The two authorized ACE pods are the NJOY ACE Pod Menthol 2.4% and the NJOY ACE Pod Menthol 5%. All four of the newly authorized products are pre-filled and non-refillable.
The decision is significant because it is the first non-tobacco flavored vapor product to be authorized by the FDA. In his TPL Review, Office of Science Director Matthew Farrelly said that NJOY had “demonstrated the potential for these new products to benefit adults who smoke [combustible cigarettes] as compared to those who continue to use [combustible cigarettes] exclusively,” and that the company had “also proposed robust marketing plans that include restrictions beyond those required with PMTA authorization.” Farrelly also highlighted data from a longitudinal cohort study that NJOY submitted with its application, which pointed to “robust absolute switching rates” as well as a higher rate of complete switching than tobacco-flavored NJOY DAILY ENDS.

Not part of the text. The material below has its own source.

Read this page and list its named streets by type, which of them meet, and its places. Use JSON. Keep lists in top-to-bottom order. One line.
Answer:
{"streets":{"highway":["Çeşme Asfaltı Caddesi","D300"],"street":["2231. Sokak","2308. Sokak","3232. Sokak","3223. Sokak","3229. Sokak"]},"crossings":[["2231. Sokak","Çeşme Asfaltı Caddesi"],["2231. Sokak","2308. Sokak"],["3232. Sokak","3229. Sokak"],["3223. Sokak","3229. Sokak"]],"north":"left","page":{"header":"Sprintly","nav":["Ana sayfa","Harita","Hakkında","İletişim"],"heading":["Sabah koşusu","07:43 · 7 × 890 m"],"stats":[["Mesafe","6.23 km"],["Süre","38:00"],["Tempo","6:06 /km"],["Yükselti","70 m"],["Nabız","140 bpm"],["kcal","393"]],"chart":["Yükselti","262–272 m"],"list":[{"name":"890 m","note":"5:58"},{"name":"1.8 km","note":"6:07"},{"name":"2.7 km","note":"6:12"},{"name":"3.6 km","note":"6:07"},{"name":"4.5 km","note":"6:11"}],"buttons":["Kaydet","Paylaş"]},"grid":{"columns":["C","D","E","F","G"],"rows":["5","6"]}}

The FDA noted, however, that applications are reviewed on a case-by-case basis, and that this authorization of menthol products does not apply to any other menthol-flavored vaping products.

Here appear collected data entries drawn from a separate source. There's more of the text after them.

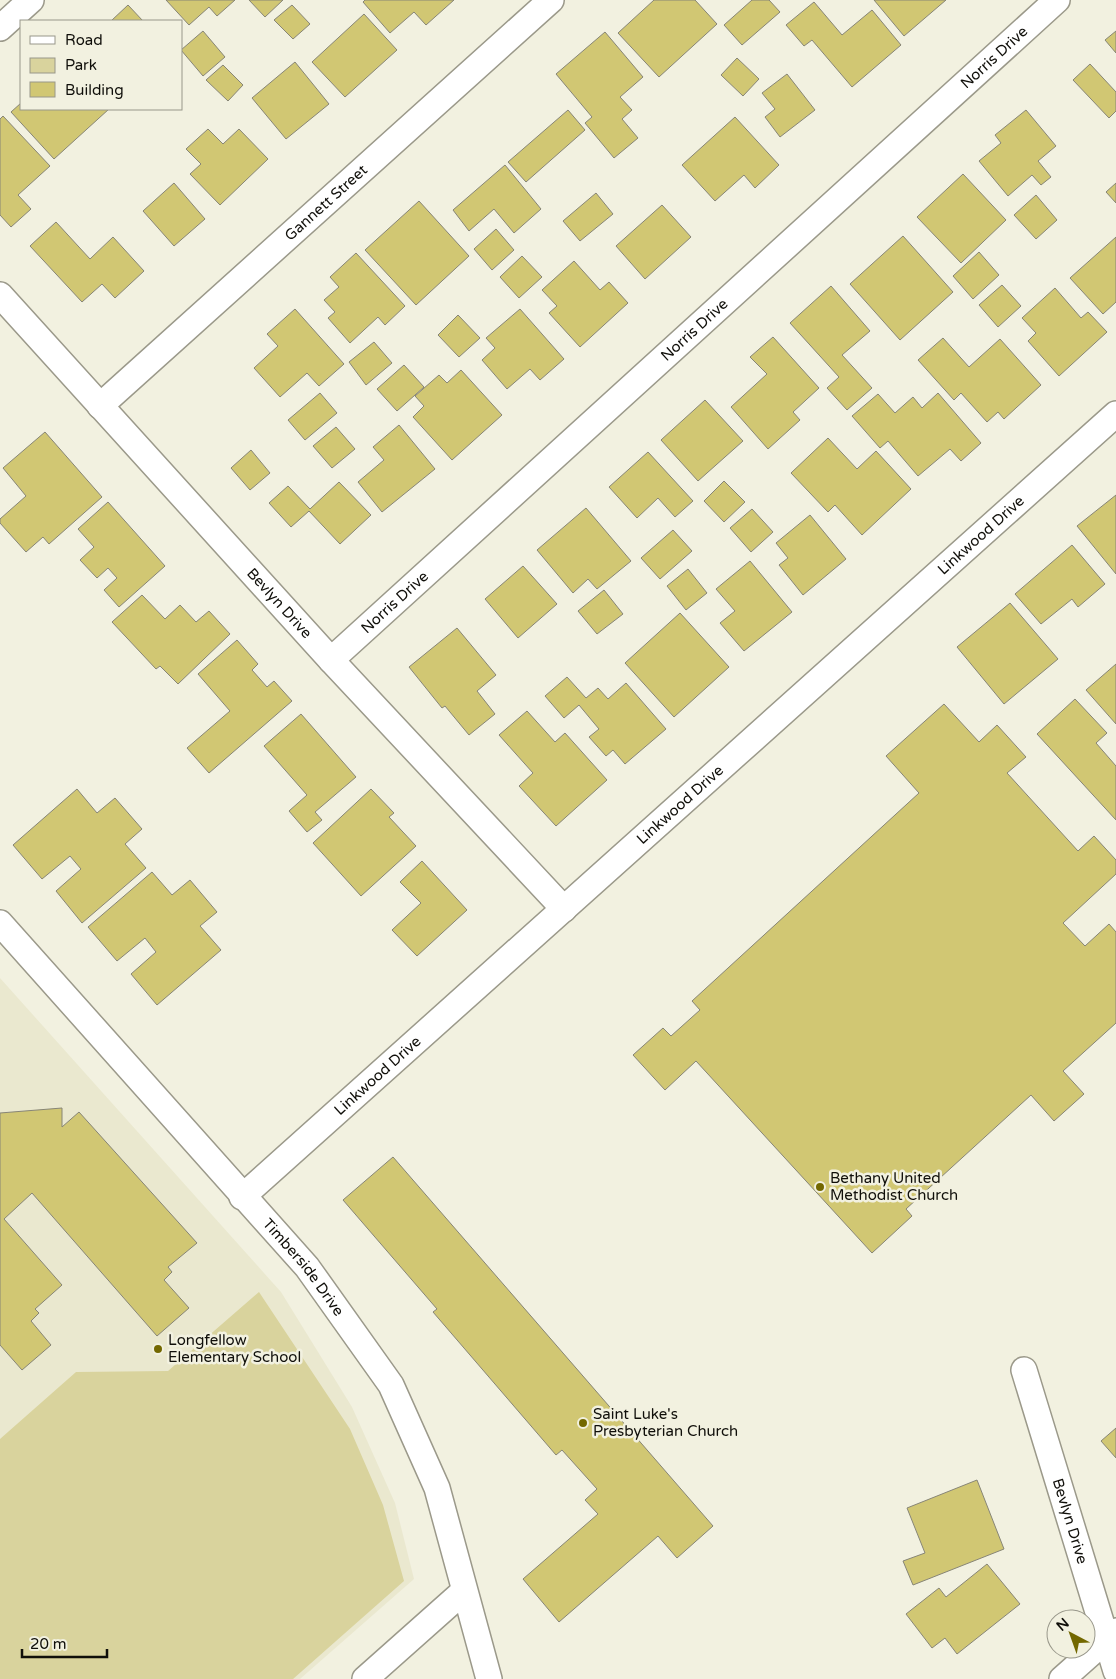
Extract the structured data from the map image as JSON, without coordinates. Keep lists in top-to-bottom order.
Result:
{
  "streets": {
    "street": [
      "Norris Drive",
      "Gannett Street",
      "Linkwood Drive",
      "Bevlyn Drive",
      "Timberside Drive"
    ]
  },
  "crossings": [
    ["Norris Drive", "Bevlyn Drive"],
    ["Gannett Street", "Bevlyn Drive"],
    ["Linkwood Drive", "Bevlyn Drive"],
    ["Linkwood Drive", "Timberside Drive"]
  ],
  "places": ["Bethany United Methodist Church", "Longfellow Elementary School", "Saint Luke's Presbyterian Church"],
  "legend": ["Road", "Park", "Building"],
  "scale_bar": "20 m",
  "north": "top left"
}
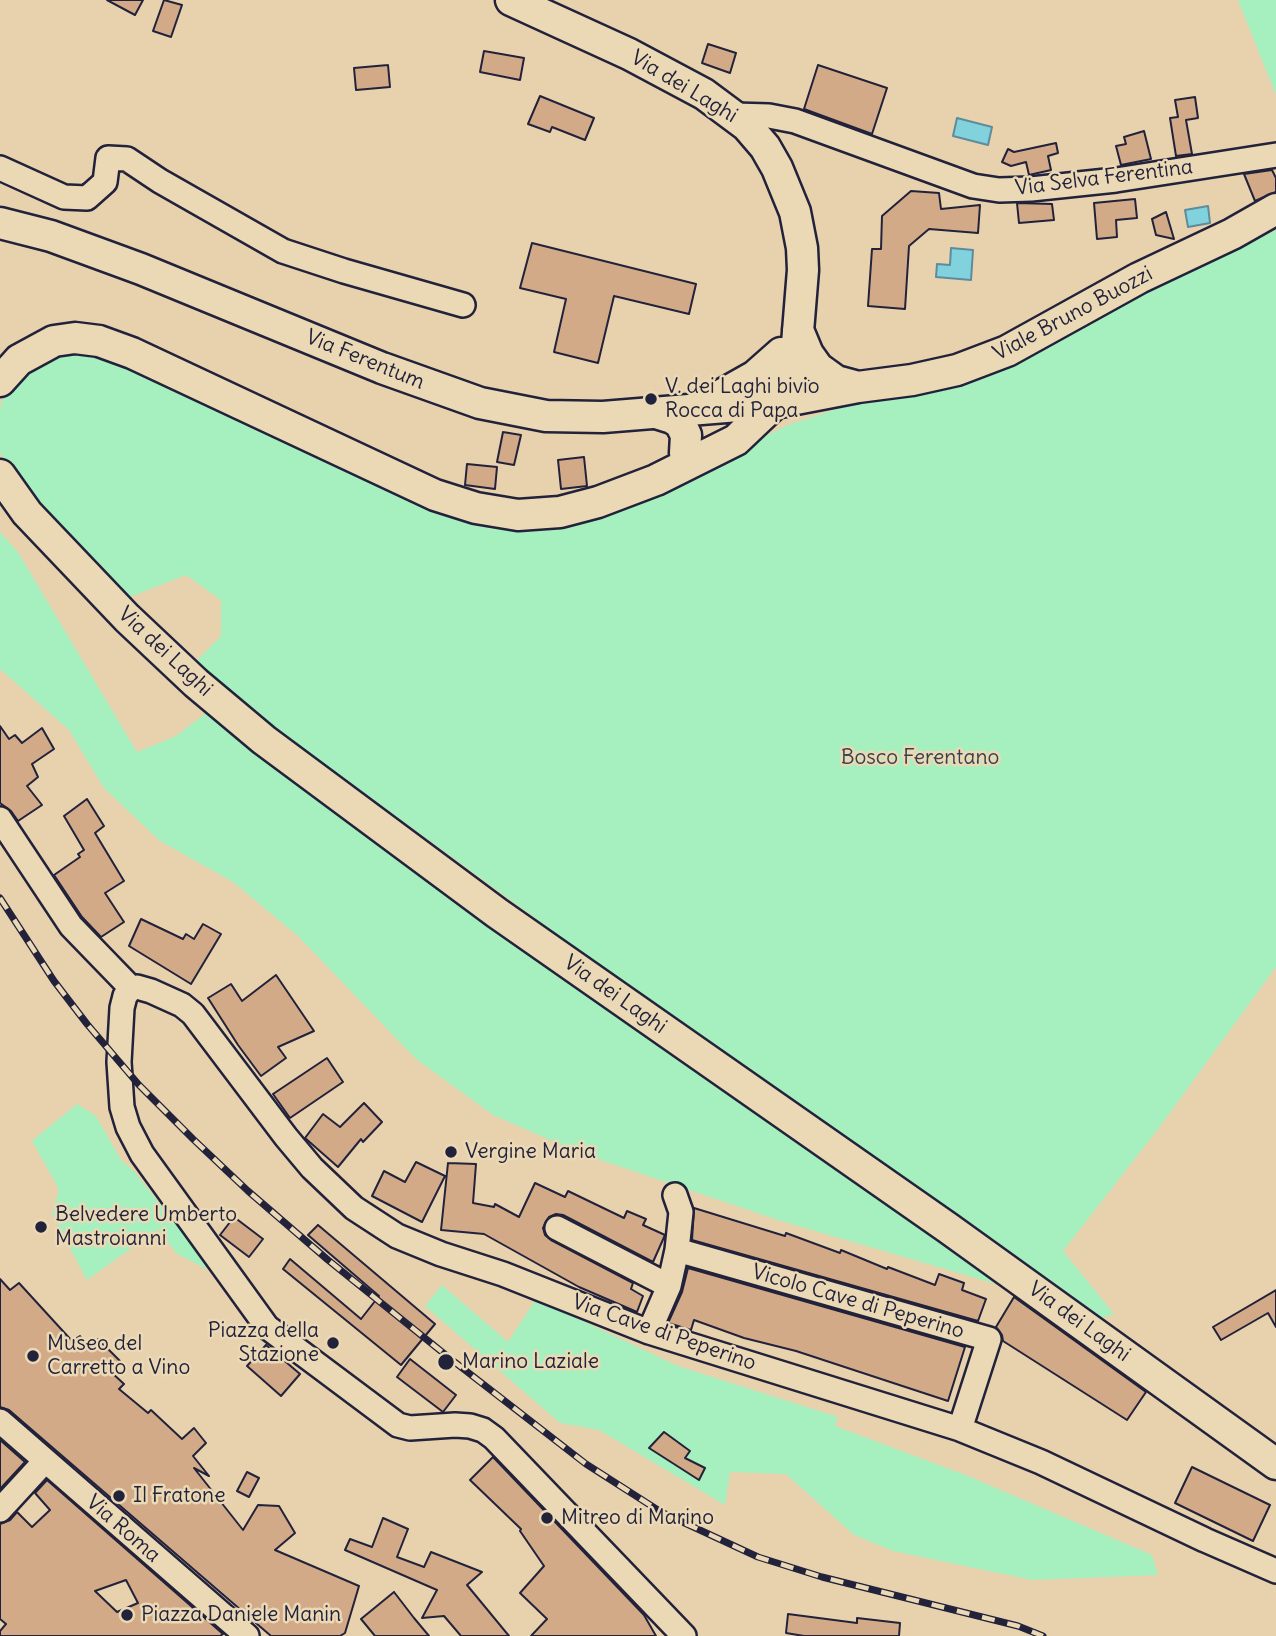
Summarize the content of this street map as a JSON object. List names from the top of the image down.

“It is the responsibility of the applicant to provide the necessary evidence to obtain marketing authorization, and the FDA has made clear what’s needed to successfully achieve that outcome,” said CTP Director Brian King in the agency’s press release. “This action is further reinforcement that authorization of an e-cigarette product is possible when sufficient scientific evidence has been submitted to the agency to justify it.”
Altria welcomed the authorizations. “With the addition of NJOY menthol e-vapor products, we are now uniquely positioned with an FDA-authorized portfolio to support adult smokers in their transition to smoke-free alternatives. We believe these marketing orders are a testament to the quality of the NJOY products and the strength of evidence supporting the authorizations of the NJOY menthol e-vapor products,” said NJOY President and CEO Shannon Leistra in a statement.
“We believe that, for tobacco harm reduction to succeed, adult smokers must have access to a robust marketplace of FDA-authorized smoke-free alternatives,” said Paige Magness, senior vice president, regulatory affairs of Altria Client Services. “FDA authorization of NJOY menthol e-vapor products provides adult smokers and vapers with regulated alternatives to the illicit flavored disposable e-vapor products on the market today. We believe the NJOY menthol marketing orders are a positive outcome for public health.”
The FDA previously authorized the NJOY Ace and three of its tobacco-flavored pods on April 27, 2022. In March of 2023, Altria acquired NJOY for $2.75 billion cash. The acquisition was completed on June 1, 2023. However, the transaction terms included $500 million in additional cash payments contingent upon the product approvals received today, which would bring Altria’s total spend to $3.25 billion.